Start of Records shown

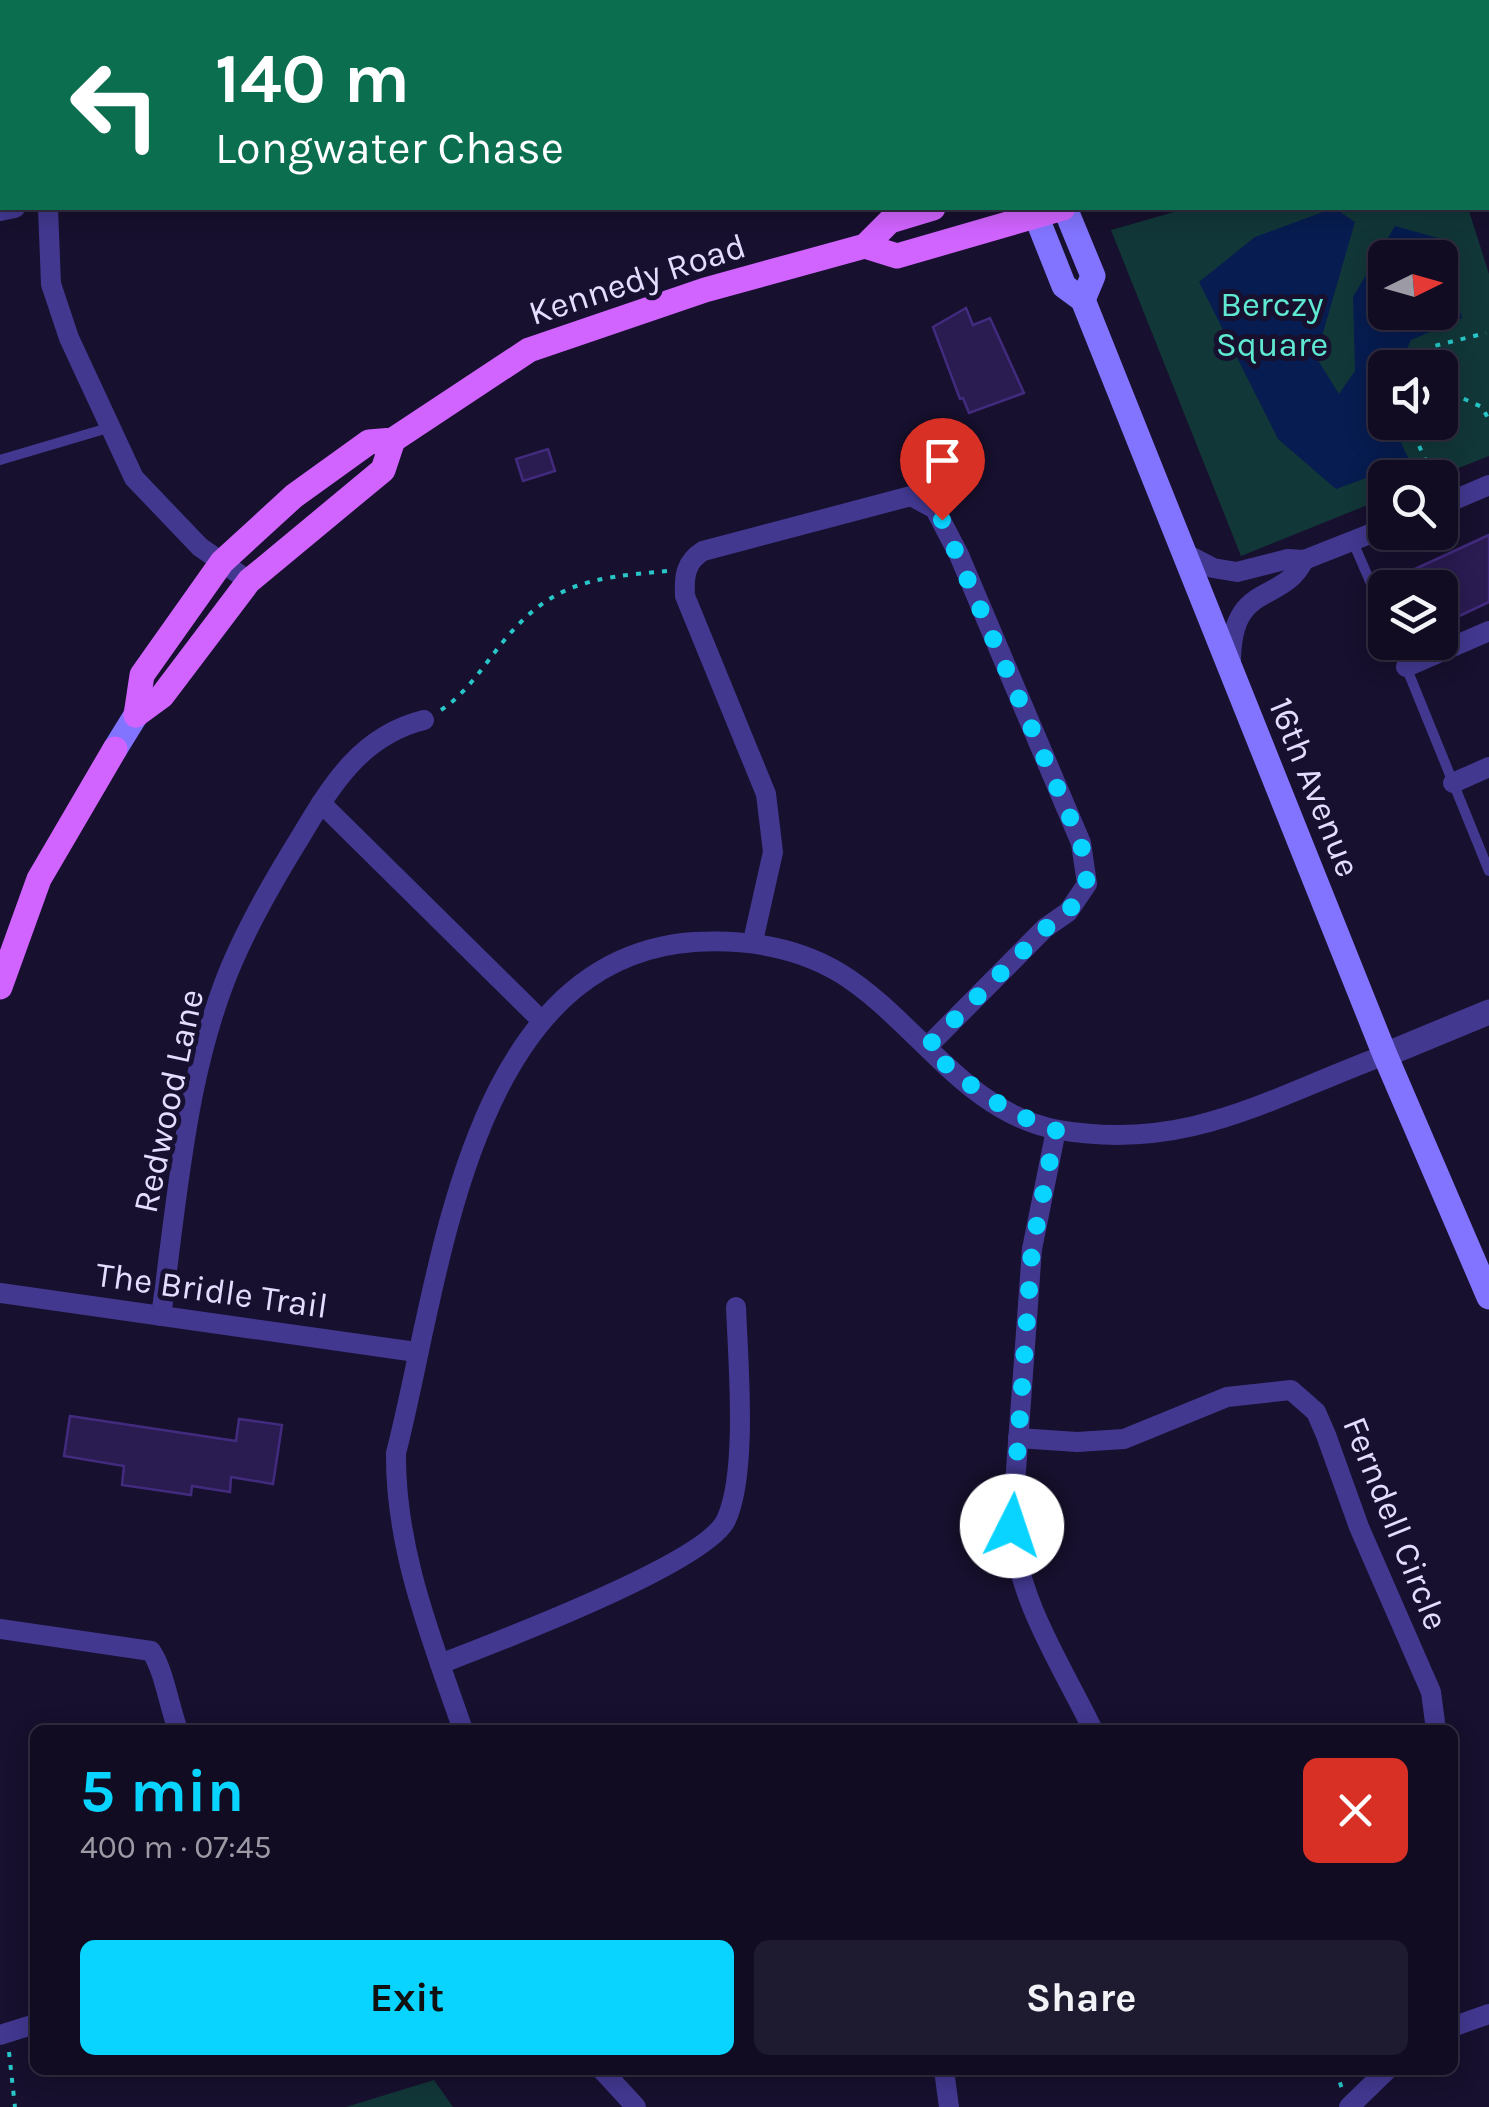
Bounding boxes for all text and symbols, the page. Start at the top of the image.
text: 140 m [215,38,410,120]
icon: left [50,40,180,170]
text: Longwater Chase [215,122,564,174]
street label: Kennedy Road [524,225,751,334]
north arrow [1368,240,1458,330]
map controls [1368,240,1458,660]
park label: Berczy Square [1216,284,1328,365]
button: sound [1368,350,1458,440]
pin [900,418,985,521]
icon: arrive [915,433,970,488]
button: search [1368,460,1458,550]
button: layers [1368,570,1458,660]
street label: 16th Avenue [1260,692,1369,883]
street label: Redwood Lane [125,986,212,1217]
street label: The Bridle Trail [93,1254,330,1327]
street label: Ferndell Circle [1334,1411,1457,1636]
position arrow [960,1474,1064,1578]
text: 5 min [80,1756,244,1826]
button: close [1303,1758,1408,1863]
text: 400 m · 07:45 [80,1829,272,1866]
button: Exit [80,1940,734,2055]
button: Share [754,1940,1408,2055]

End of Records shown

• Work required:
Show the lines of the records that include the string "label".

• Written solution:
street label: Kennedy Road [524,225,751,334]
park label: Berczy Square [1216,284,1328,365]
street label: 16th Avenue [1260,692,1369,883]
street label: Redwood Lane [125,986,212,1217]
street label: The Bridle Trail [93,1254,330,1327]
street label: Ferndell Circle [1334,1411,1457,1636]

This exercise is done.